Warga London menerima vaksinasi mereka minggu lalu, di negara di mana virus corona Delta sekarang menyebar.

gambar:
Tolga Akmen/AFP/Getty Images

Pemerintah mengamati eksperimen dengan cermat, berharap untuk menginformasikan tanggapan mereka sendiri terhadap Delta, di mana alternatif yang dapat dikonversi mengeluarkan virus versi lama, seperti yang telah terjadi di Inggris. Pusat Pengendalian dan Pencegahan Penyakit mengatakan Delta sekarang bertanggung jawab atas 83% sampel virus yang diurutkan di Amerika Serikat

Ran Palisir, yang memimpin panel penasihat ahli tentang Covid-19 untuk pemerintah Israel, mengatakan pada hari Selasa bahwa dia merekomendasikan pemerintah Israel untuk melanjutkan dengan hati-hati dalam beberapa minggu mendatang untuk melihat apa yang terjadi di Inggris.

READ  Hutan hujan tropis menghilang dalam waktu singkat, tahun lalu wilayah seluas Belanda hancur lebur

‘Kita akan dapat mengambil pelajaran’ [of the U.K.] Profesor Paliser mengatakan dalam sebuah wawancara dengan Radio Tentara Israel.

Seperti yang dicatat oleh para investor yang dikejutkan oleh Delta dalam beberapa hari terakhir. Jika kasus membanjiri dataran tinggi Inggris tanpa rumah sakit dalam beberapa minggu mendatang, Jim Reed, ahli strategi di Deutsche Bank di London, mengatakan itu menunjukkan pemulihan negara maju tidak akan didorong keluar jalur. “Jika Inggris mengalami masa-masa sulit, kita akan mengalami musim dingin yang panjang,” katanya dalam sebuah catatan kepada klien pada hari Rabu.

Di balik pendekatan Big Bang Inggris adalah harapan bahwa vaksinasi dan kewaspadaan publik akan mencegah terulangnya rawat inap dan kematian besar-besaran yang menyertai gelombang pandemi sebelumnya.

Perdana Menteri Boris Johnson minggu ini, bersama dengan kepala penasihat ilmiah Inggris Sir Patrick Vallance, ingin warga Inggris menilai sendiri tindakan pencegahan apa yang harus diambil.

gambar:
Alberto Bezzali / Zuma Press

Di Eropa, prioritasnya adalah untuk segera meningkatkan tingkat vaksinasi sambil menjaga Delta tetap terkendali, dalam skala besar melalui pemakaian masker dan jarak sosial. Prancis dan Italia sedang mempelajari atau menerapkan program yang akan membuat vaksinasi atau tes negatif baru-baru ini untuk Covid-19 – atau bukti pemulihan dari Covid-19 dalam enam bulan terakhir – persyaratan wajib untuk membuka tempat-tempat umum seperti museum, restoran, dan tempat-tempat tertentu. bentuk-bentuk transportasi.
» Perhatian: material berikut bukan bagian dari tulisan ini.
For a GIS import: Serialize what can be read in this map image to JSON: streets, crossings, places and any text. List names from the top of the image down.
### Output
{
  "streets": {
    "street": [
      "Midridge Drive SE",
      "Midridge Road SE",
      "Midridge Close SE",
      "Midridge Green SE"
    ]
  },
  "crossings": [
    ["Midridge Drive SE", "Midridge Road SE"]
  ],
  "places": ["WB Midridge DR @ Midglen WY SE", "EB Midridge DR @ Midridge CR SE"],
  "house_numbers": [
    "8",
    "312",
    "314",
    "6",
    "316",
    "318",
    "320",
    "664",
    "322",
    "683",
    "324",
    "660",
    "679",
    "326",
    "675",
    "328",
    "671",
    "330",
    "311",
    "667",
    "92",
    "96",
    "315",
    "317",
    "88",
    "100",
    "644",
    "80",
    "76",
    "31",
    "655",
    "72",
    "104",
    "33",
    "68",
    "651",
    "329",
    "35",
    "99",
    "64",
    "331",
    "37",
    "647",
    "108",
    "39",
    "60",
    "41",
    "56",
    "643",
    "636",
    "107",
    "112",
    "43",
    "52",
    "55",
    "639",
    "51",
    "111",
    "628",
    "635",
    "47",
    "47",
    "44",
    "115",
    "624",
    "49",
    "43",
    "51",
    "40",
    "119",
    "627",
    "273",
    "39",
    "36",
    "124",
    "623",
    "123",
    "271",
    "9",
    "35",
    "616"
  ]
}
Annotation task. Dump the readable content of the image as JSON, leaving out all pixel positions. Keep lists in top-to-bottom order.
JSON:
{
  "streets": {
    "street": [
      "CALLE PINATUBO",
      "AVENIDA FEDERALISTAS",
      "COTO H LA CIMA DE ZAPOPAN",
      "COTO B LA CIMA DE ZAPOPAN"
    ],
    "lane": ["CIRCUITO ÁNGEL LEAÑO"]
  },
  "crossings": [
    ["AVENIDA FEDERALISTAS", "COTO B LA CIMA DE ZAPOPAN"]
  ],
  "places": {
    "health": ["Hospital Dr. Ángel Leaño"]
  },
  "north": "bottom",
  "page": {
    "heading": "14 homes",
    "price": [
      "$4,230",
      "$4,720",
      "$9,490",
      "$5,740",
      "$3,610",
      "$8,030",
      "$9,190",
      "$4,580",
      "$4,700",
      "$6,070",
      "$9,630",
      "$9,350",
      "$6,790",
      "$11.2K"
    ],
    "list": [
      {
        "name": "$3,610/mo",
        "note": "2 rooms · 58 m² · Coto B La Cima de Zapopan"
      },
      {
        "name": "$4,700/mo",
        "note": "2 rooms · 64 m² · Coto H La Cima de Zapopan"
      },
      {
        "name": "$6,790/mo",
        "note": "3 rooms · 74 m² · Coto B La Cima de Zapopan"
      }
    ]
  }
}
Otoritas lokal di setidaknya 41 wilayah Rusia, termasuk Moskow, telah mewajibkan vaksinasi bagi pekerja di sektor jasa, seperti mereka yang bekerja di restoran, bar, transportasi, toko, perumahan, layanan kota, transportasi, pendidikan, dan industri hiburan.

Saat musim panas mendekat, Johnson dan penasihat ilmiahnya percaya bahwa vaksinasi dan pemulihan yang berkelanjutan dari infeksi akan membawa Inggris lebih dekat ke titik kekebalan kawanan, ketika virus tidak lagi dapat menyebar dengan cukup mudah untuk mencegah wabah di masa depan. Gelombang. Dua pertiga orang dewasa di Inggris telah divaksinasi lengkap, dibandingkan dengan 60% di AS. Badan statistik Inggris memperkirakan bahwa 92% orang dewasa memiliki tingkat perlindungan kekebalan tertentu terhadap Covid-19 melalui vaksinasi penuh atau sebagian atau infeksi sebelumnya.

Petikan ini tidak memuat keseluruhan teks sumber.